**Collected data entries:**
┄┄┄┄┄┄┄┄┄┄

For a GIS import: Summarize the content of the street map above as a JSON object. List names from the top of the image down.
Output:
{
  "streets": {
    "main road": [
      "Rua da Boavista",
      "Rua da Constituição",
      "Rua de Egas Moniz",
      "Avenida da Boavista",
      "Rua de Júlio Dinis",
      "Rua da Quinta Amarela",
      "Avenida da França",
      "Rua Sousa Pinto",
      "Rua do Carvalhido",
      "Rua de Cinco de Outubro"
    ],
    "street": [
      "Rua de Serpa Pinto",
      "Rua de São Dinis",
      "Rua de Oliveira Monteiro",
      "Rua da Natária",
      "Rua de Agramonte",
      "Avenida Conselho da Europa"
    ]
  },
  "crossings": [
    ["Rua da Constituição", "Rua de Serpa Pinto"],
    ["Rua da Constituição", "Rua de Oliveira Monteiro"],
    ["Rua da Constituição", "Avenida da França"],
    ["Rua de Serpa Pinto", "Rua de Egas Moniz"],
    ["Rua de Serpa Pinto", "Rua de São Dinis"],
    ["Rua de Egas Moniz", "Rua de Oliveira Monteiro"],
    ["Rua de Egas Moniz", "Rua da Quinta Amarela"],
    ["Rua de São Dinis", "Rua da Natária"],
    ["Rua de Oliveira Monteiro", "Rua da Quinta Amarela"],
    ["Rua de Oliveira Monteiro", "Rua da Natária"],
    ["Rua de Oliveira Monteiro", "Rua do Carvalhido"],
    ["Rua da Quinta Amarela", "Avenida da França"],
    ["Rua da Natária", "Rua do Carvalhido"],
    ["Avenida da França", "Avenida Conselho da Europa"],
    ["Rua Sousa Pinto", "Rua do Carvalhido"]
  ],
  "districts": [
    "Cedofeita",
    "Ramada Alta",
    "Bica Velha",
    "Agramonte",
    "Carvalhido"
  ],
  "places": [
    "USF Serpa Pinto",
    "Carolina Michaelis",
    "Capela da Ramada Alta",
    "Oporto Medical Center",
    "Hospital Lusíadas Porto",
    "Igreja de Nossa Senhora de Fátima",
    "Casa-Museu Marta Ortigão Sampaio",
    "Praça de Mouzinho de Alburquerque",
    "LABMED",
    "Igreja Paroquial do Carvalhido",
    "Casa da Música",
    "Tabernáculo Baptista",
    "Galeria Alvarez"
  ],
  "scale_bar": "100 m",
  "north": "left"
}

┄┄┄┄┄┄┄┄┄┄

**WHAT IS NEEDED:** Reproduce the entries above in full by retyping them exactly.

**WRITTEN ANSWER:**
For a GIS import: Summarize the content of the street map above as a JSON object. List names from the top of the image down.
Output:
{
  "streets": {
    "main road": [
      "Rua da Boavista",
      "Rua da Constituição",
      "Rua de Egas Moniz",
      "Avenida da Boavista",
      "Rua de Júlio Dinis",
      "Rua da Quinta Amarela",
      "Avenida da França",
      "Rua Sousa Pinto",
      "Rua do Carvalhido",
      "Rua de Cinco de Outubro"
    ],
    "street": [
      "Rua de Serpa Pinto",
      "Rua de São Dinis",
      "Rua de Oliveira Monteiro",
      "Rua da Natária",
      "Rua de Agramonte",
      "Avenida Conselho da Europa"
    ]
  },
  "crossings": [
    ["Rua da Constituição", "Rua de Serpa Pinto"],
    ["Rua da Constituição", "Rua de Oliveira Monteiro"],
    ["Rua da Constituição", "Avenida da França"],
    ["Rua de Serpa Pinto", "Rua de Egas Moniz"],
    ["Rua de Serpa Pinto", "Rua de São Dinis"],
    ["Rua de Egas Moniz", "Rua de Oliveira Monteiro"],
    ["Rua de Egas Moniz", "Rua da Quinta Amarela"],
    ["Rua de São Dinis", "Rua da Natária"],
    ["Rua de Oliveira Monteiro", "Rua da Quinta Amarela"],
    ["Rua de Oliveira Monteiro", "Rua da Natária"],
    ["Rua de Oliveira Monteiro", "Rua do Carvalhido"],
    ["Rua da Quinta Amarela", "Avenida da França"],
    ["Rua da Natária", "Rua do Carvalhido"],
    ["Avenida da França", "Avenida Conselho da Europa"],
    ["Rua Sousa Pinto", "Rua do Carvalhido"]
  ],
  "districts": [
    "Cedofeita",
    "Ramada Alta",
    "Bica Velha",
    "Agramonte",
    "Carvalhido"
  ],
  "places": [
    "USF Serpa Pinto",
    "Carolina Michaelis",
    "Capela da Ramada Alta",
    "Oporto Medical Center",
    "Hospital Lusíadas Porto",
    "Igreja de Nossa Senhora de Fátima",
    "Casa-Museu Marta Ortigão Sampaio",
    "Praça de Mouzinho de Alburquerque",
    "LABMED",
    "Igreja Paroquial do Carvalhido",
    "Casa da Música",
    "Tabernáculo Baptista",
    "Galeria Alvarez"
  ],
  "scale_bar": "100 m",
  "north": "left"
}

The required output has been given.